Mixed deployment puts cache cluster and
--no-sharing clients on a same set of nodes. Assuming a 1TB (1000000MB) disk on each node, use the following mount commands:
# Cache cluster mount point
# --cache-size=500000 limit cache size to 0.5TB
# --free-space-ratio=0.1 limit cache usage to 90% of total disk space
juicefs mount $VOL_NAME /distributed-cache --cache-group=mygroup --cache-dir=/data/distributed-cache --cache-size=500000 --free-space-ratio=0.1
# Application mount point
# --cache-size=1000000 limit cache size to 1TB
# --free-space-ratio=0.01 limit cache usage to 99% of total disk space
juicefs mount $VOL_NAME /jfs --cache-group=mygroup --cache-dir=/data/local-cache --cache-size=1000000 --free-space-ratio=0.01
Even though the two mount point share the same cache disk, they manage their own cache data, and require different cache directories (
--cache-dir). Do not use the same cache directory for two mount points or there will be conflicts. This obviously creates redundancy because data will be cached both in the cache cluster and clients, this redundancy is necessary for increasing performance. But note that the above commands have already been tuned to favor local I/O: using smaller
--free-space-ratio and larger
--cache-size for local clients, this ensures that when cache disks are full, distributed cache is evicted in favor of local client cache.
Mixed deployment can be flexibly tuned according to your specifications, for example, if your environment comes with an excessive amount of memory, you can also use this memory as cache disks to gain even higher I/O:
# Cache cluster mount point
# Adjust --cache-size according to actual available memory
juicefs mount $VOL_NAME /distributed-cache --cache-size=4096 --cache-dir=/dev/shm --cache-group=mygroup
# Application mount point
# Use a minimal --free-space-ratio to maximize cache disk usage
juicefs mount $VOL_NAME /jfs --cache-size=102400 --cache-dir=/data --cache-group=video-render --no-sharing --free-space-ratio=0.01
Cache group member change
Taking node restart as an example, this section outlines the steps to evaluate the impact on the cache group when there is a member change.
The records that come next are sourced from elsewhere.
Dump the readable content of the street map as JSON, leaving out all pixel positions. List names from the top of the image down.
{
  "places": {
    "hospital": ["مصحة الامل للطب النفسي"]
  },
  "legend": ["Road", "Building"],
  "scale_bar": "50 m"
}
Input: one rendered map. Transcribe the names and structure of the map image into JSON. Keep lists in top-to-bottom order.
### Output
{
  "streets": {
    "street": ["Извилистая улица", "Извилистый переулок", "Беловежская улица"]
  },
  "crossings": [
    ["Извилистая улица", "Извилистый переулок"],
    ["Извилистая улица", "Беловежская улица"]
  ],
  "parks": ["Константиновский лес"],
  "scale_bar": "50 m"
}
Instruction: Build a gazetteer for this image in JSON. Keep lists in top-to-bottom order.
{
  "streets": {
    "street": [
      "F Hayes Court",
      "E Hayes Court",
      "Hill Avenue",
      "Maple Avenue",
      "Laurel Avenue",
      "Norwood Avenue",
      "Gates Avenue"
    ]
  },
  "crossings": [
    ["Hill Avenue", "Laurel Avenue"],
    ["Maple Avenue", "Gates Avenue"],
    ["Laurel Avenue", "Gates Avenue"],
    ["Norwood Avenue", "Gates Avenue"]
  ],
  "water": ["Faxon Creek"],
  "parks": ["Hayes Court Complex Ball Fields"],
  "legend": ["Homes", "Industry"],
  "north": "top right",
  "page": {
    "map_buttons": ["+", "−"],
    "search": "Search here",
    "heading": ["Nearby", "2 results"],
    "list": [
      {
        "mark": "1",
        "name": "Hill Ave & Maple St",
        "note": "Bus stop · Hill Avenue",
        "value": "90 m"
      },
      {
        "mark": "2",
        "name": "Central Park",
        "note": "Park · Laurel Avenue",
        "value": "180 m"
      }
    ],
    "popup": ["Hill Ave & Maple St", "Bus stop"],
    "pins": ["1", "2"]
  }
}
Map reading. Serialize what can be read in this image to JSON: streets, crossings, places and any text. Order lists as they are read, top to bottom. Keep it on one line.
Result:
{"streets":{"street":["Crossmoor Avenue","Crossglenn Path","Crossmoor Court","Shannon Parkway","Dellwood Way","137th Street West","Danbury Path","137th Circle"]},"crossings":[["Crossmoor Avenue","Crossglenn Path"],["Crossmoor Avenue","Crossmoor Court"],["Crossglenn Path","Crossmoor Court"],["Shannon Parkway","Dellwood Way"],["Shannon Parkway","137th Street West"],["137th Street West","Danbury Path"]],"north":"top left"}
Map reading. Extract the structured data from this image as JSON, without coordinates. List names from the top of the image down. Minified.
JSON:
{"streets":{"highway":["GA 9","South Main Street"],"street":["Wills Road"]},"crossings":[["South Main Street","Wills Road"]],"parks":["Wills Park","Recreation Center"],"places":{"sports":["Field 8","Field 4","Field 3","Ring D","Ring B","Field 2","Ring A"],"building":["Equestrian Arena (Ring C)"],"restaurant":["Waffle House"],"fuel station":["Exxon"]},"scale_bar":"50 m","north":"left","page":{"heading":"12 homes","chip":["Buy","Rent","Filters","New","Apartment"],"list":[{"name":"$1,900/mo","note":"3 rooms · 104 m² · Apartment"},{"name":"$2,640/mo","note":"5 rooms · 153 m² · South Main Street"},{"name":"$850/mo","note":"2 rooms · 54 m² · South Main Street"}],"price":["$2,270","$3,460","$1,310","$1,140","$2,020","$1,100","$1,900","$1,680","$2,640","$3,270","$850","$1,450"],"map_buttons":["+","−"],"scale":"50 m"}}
Node restart seldom exceeds 10 minutes, thus a simple restart will not cause data migration (see architecture). But during downtime, data on the restarting node cannot be accessed, so a restart will definitely fluctuate the cache hit ratio. To actually quantify the impact, we should head to the file system monitor page to do the math.
Assuming the node expecting maintenance is A, open up the monitor page and first pay attention to the overall cache group capacity, which can be viewed directly from the Distributed Cache section:
As shown in Number of Distributed Cache Requests, the current number of cache requests is around 4,300 per minute.
Next, find out the actual request load for our node A, filter this node out using the top right All Clients menu, and select node A to focus on its local cache request load:
As shown in the figure Average Size of Cached Blocks, node A contains approximately 13TiB of cache data. Keep in mind that the monitor page is already filtered to display only node A. The current Cache Hits value is 130 per minute. Therefore, when this node goes offline, the affected requests are 130 out of 4300, or 3%. That is to say, during node restart, approximately 3% of read requests will penetrate to the object storage, served by its neighbors in the hashing ring. When A goes back online and rejoins the cache group within 10 minutes, the hashing ring topology is kept intact so no data migration is scheduled (except for the few penetrated requests, which are downloaded and cached in its neighbors).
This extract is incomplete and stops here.